In the records below, some lines hold the word "lists". Copy each of those lines.

TASK INPUTS
######

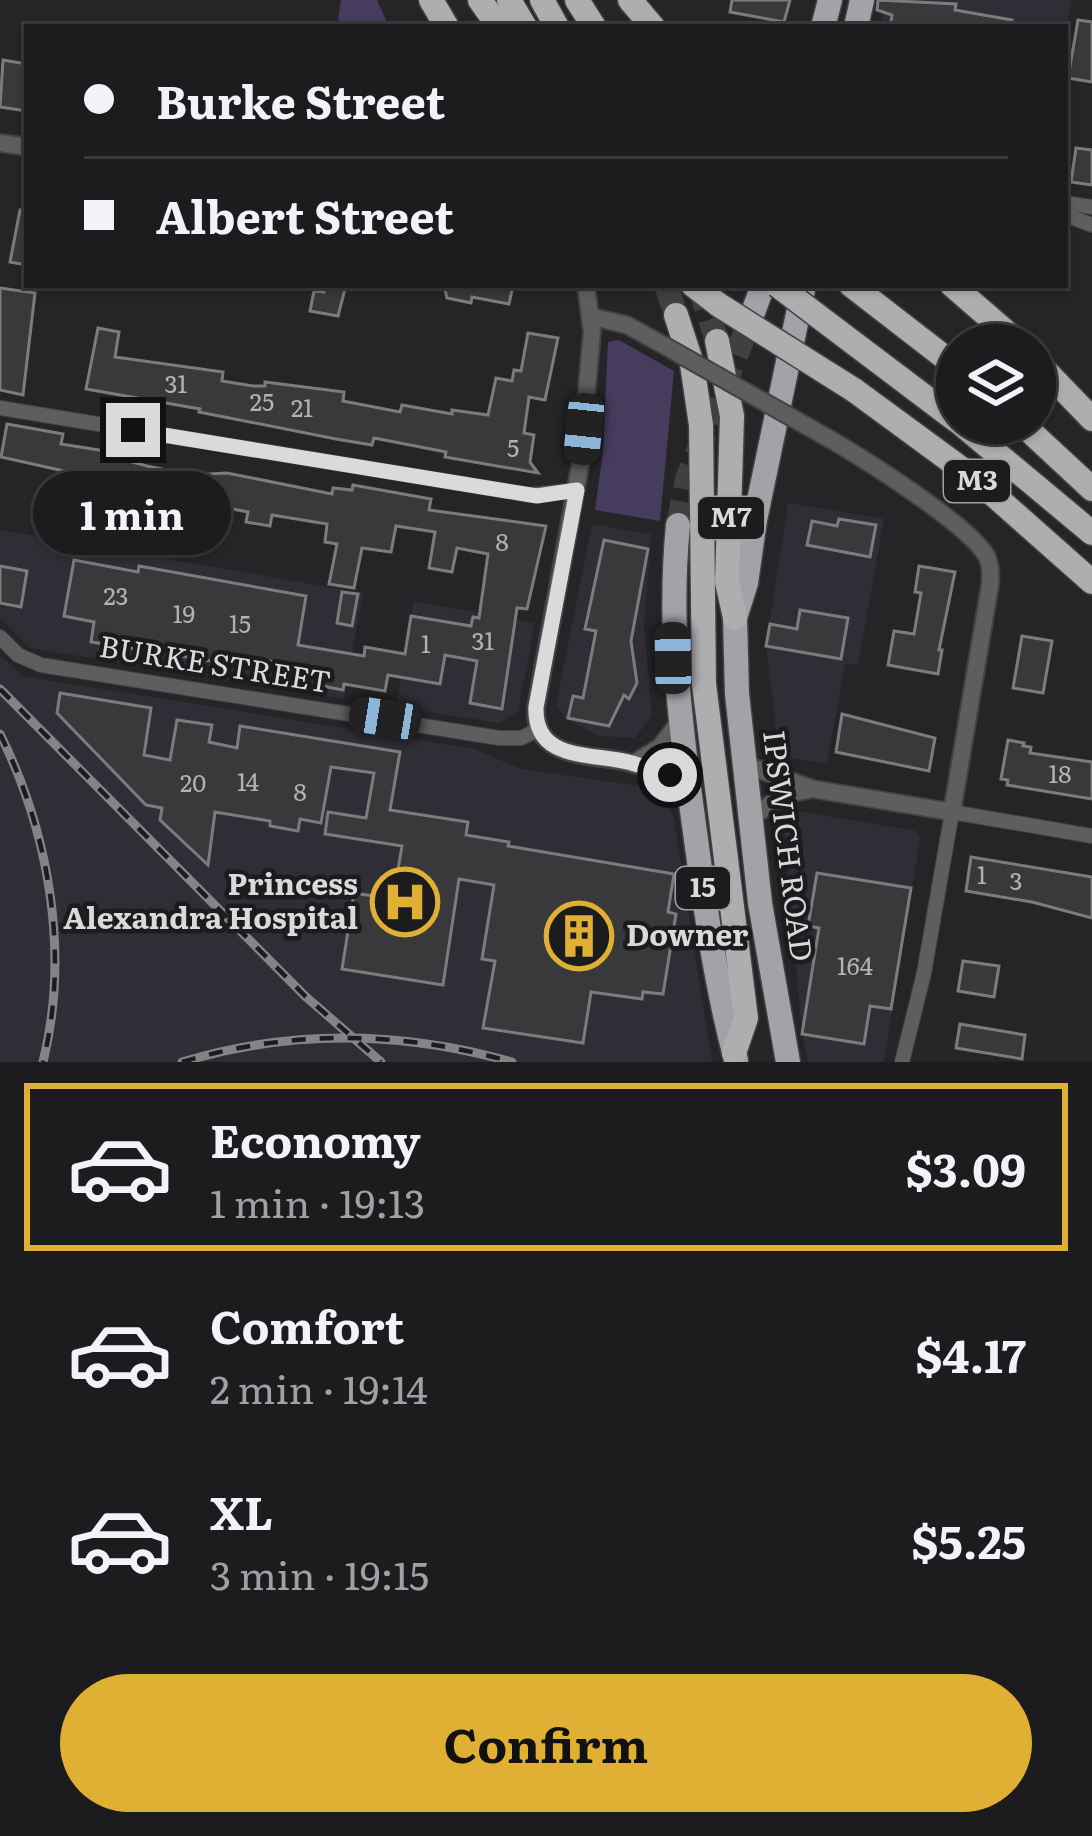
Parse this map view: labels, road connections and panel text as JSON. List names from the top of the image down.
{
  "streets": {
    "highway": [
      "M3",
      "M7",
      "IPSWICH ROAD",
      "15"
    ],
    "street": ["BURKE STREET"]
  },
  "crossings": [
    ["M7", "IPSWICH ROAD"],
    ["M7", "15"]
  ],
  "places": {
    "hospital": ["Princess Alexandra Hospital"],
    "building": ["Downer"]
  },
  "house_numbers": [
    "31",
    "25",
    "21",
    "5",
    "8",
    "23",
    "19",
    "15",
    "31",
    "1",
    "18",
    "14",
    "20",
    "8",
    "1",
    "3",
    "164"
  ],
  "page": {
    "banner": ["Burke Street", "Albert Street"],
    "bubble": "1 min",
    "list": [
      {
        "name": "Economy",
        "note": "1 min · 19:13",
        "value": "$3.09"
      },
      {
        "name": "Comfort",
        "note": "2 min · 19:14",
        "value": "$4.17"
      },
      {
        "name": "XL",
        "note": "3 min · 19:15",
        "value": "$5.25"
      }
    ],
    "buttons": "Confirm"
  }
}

######

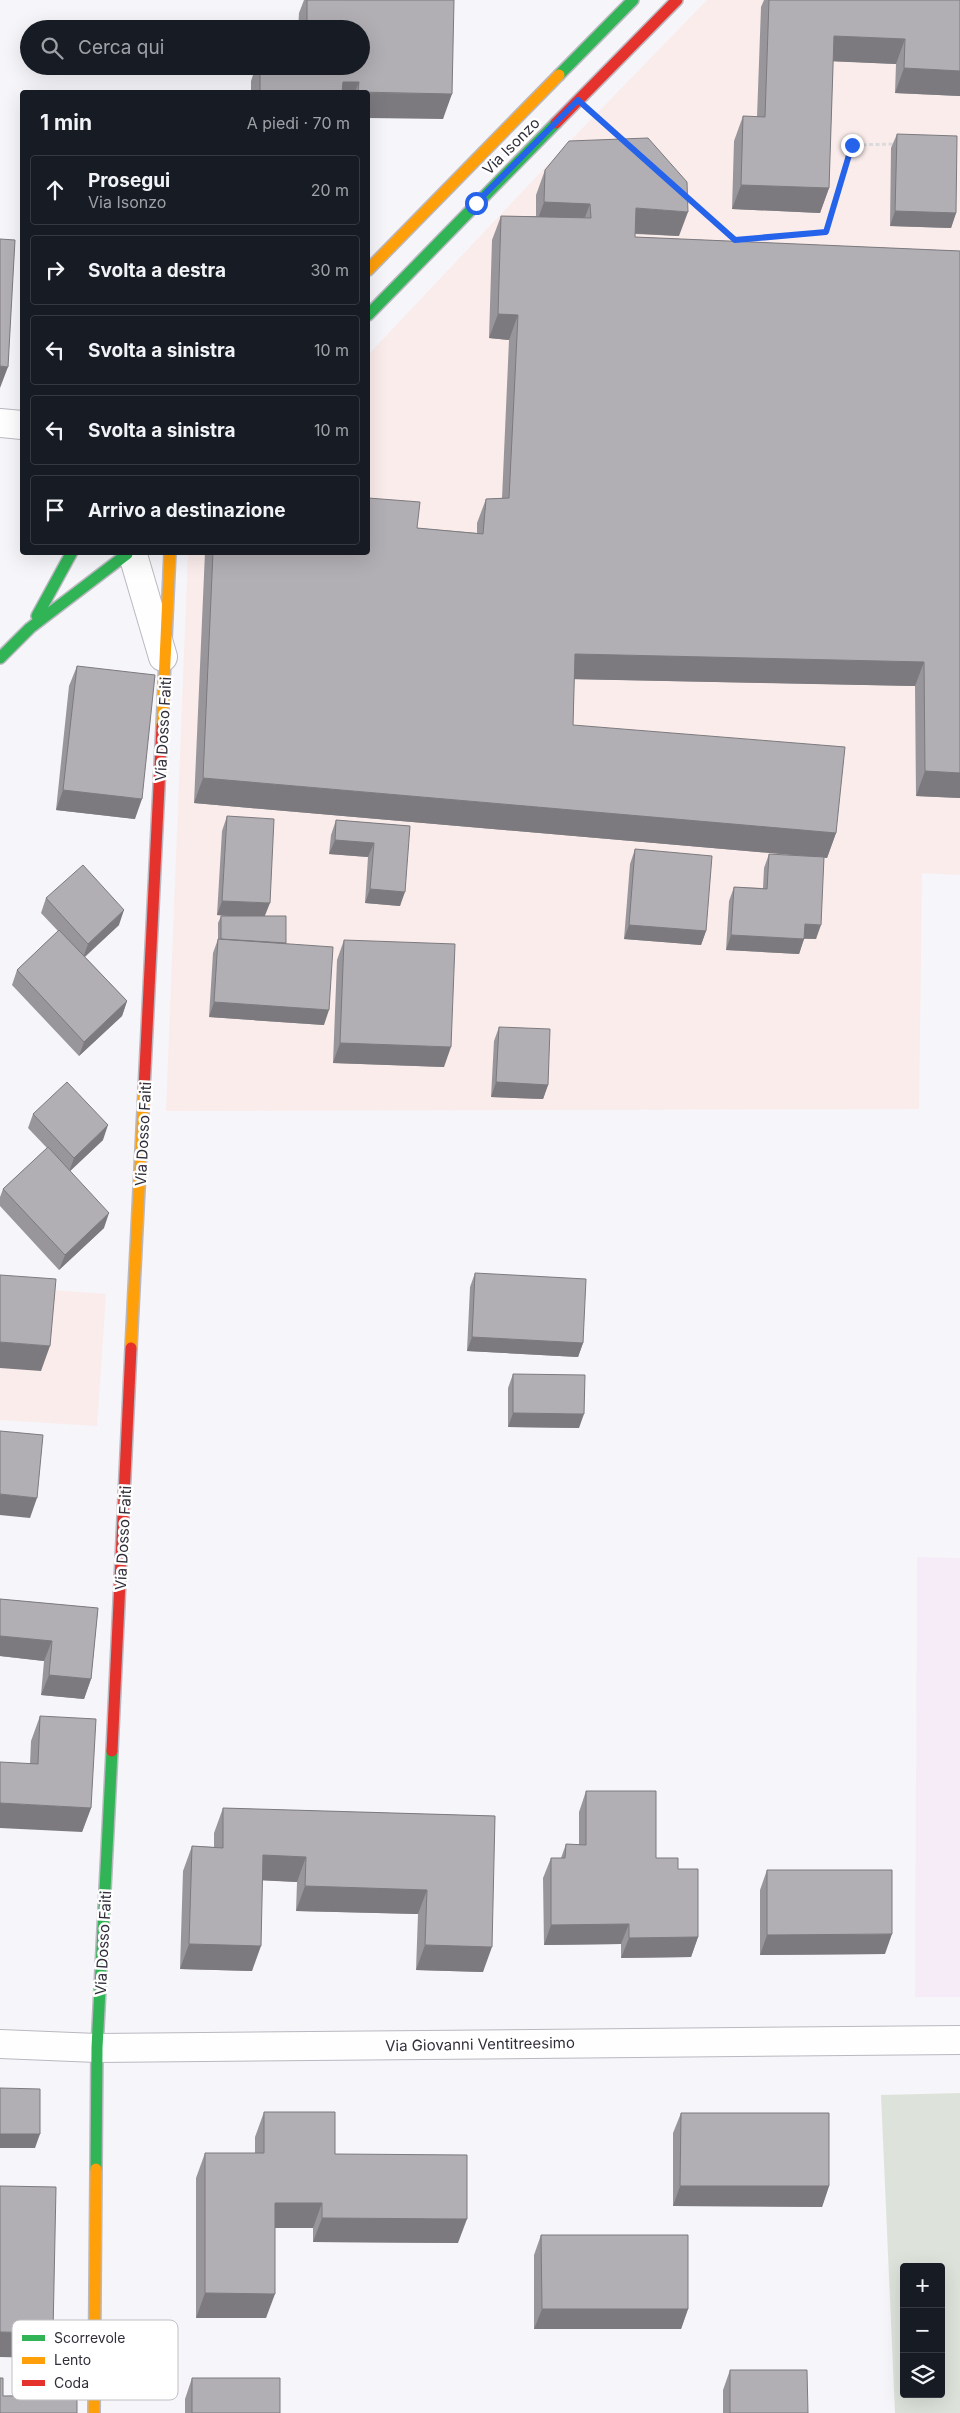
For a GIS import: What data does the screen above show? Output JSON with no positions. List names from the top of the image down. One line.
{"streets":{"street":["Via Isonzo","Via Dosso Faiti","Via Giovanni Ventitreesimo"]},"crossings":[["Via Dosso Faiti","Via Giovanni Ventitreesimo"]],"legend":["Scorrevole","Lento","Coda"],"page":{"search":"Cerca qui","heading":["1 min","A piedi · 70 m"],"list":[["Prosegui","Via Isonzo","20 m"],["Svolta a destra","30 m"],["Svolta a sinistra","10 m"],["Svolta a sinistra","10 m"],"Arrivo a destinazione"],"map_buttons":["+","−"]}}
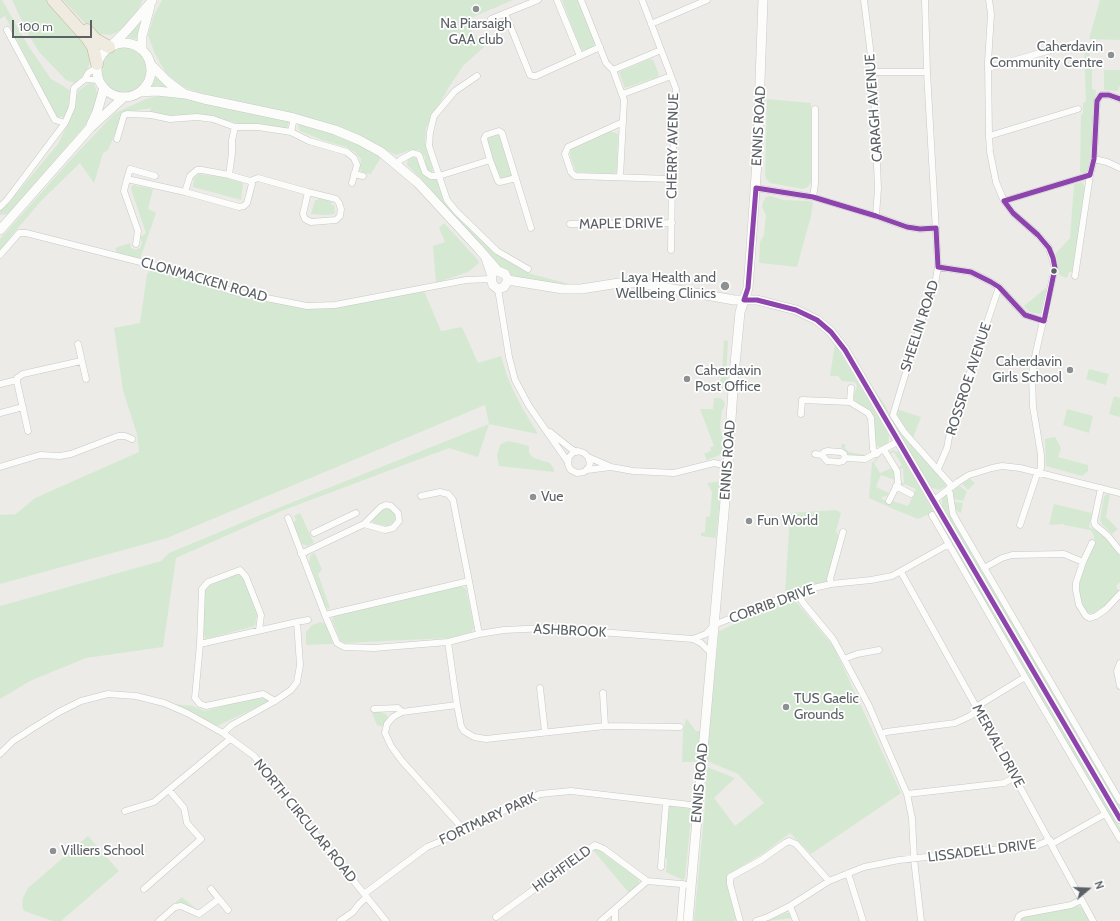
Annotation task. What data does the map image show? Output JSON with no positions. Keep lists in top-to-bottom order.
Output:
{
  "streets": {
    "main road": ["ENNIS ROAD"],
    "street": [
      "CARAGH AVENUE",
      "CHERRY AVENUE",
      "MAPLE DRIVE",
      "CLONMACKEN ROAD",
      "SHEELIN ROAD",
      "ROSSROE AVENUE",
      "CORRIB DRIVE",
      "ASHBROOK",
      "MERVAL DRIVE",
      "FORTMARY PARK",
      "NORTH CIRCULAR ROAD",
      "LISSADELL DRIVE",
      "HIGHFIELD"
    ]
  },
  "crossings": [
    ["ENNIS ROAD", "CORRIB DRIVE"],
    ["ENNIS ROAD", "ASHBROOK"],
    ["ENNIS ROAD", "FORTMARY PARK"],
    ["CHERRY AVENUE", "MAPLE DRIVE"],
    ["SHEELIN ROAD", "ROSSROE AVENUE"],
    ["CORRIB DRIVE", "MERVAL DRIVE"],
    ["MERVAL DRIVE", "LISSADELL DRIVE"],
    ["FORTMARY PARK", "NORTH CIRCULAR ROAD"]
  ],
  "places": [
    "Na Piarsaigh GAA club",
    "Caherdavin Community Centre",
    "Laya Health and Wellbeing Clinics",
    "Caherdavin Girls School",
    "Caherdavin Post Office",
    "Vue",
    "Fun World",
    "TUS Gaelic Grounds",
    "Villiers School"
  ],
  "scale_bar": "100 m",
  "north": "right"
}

######

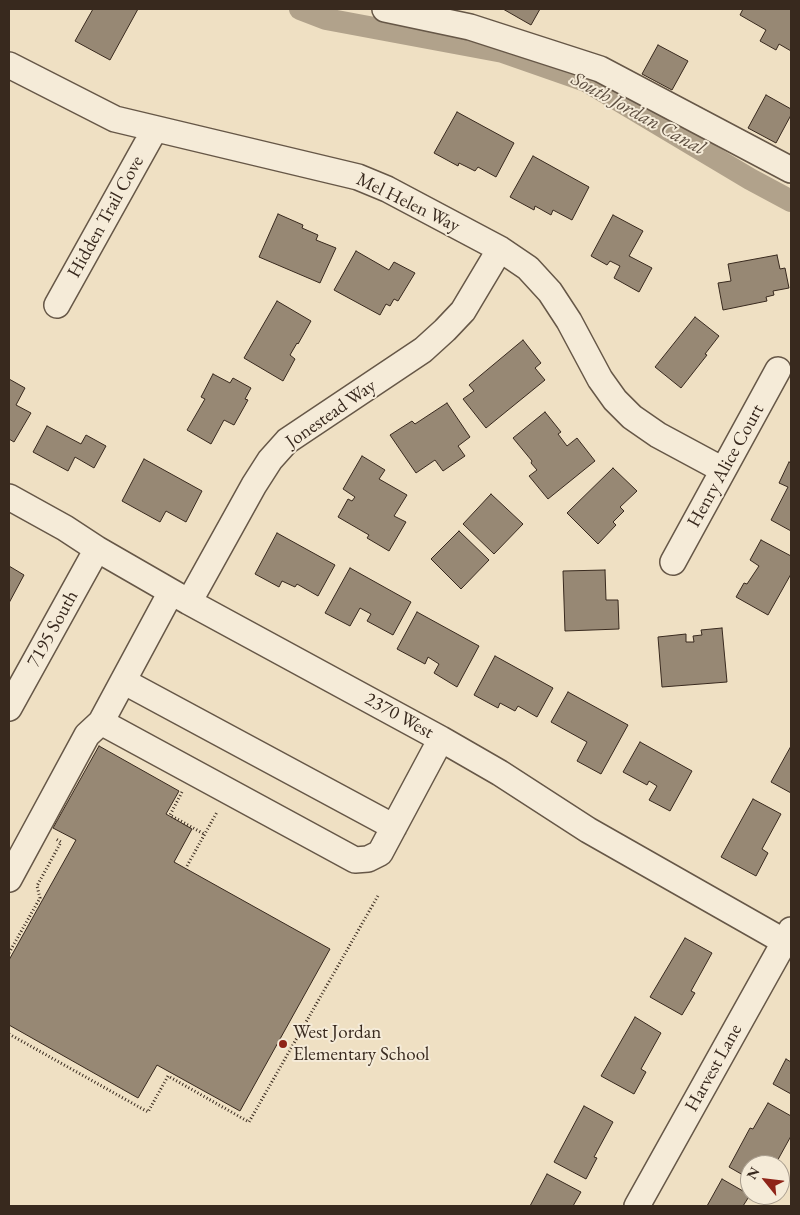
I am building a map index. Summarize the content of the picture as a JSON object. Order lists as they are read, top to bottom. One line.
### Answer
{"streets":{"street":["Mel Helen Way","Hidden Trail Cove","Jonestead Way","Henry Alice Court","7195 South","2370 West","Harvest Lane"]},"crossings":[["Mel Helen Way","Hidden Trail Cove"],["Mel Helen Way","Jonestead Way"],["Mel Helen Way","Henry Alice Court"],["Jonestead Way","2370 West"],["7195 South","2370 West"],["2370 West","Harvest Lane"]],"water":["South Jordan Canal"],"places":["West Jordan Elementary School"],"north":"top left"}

######

ANSWER TO THE EXERCISE
Annotation task. What data does the map image show? Output JSON with no positions. Keep lists in top-to-bottom order.
I am building a map index. Summarize the content of the picture as a JSON object. Order lists as they are read, top to bottom. One line.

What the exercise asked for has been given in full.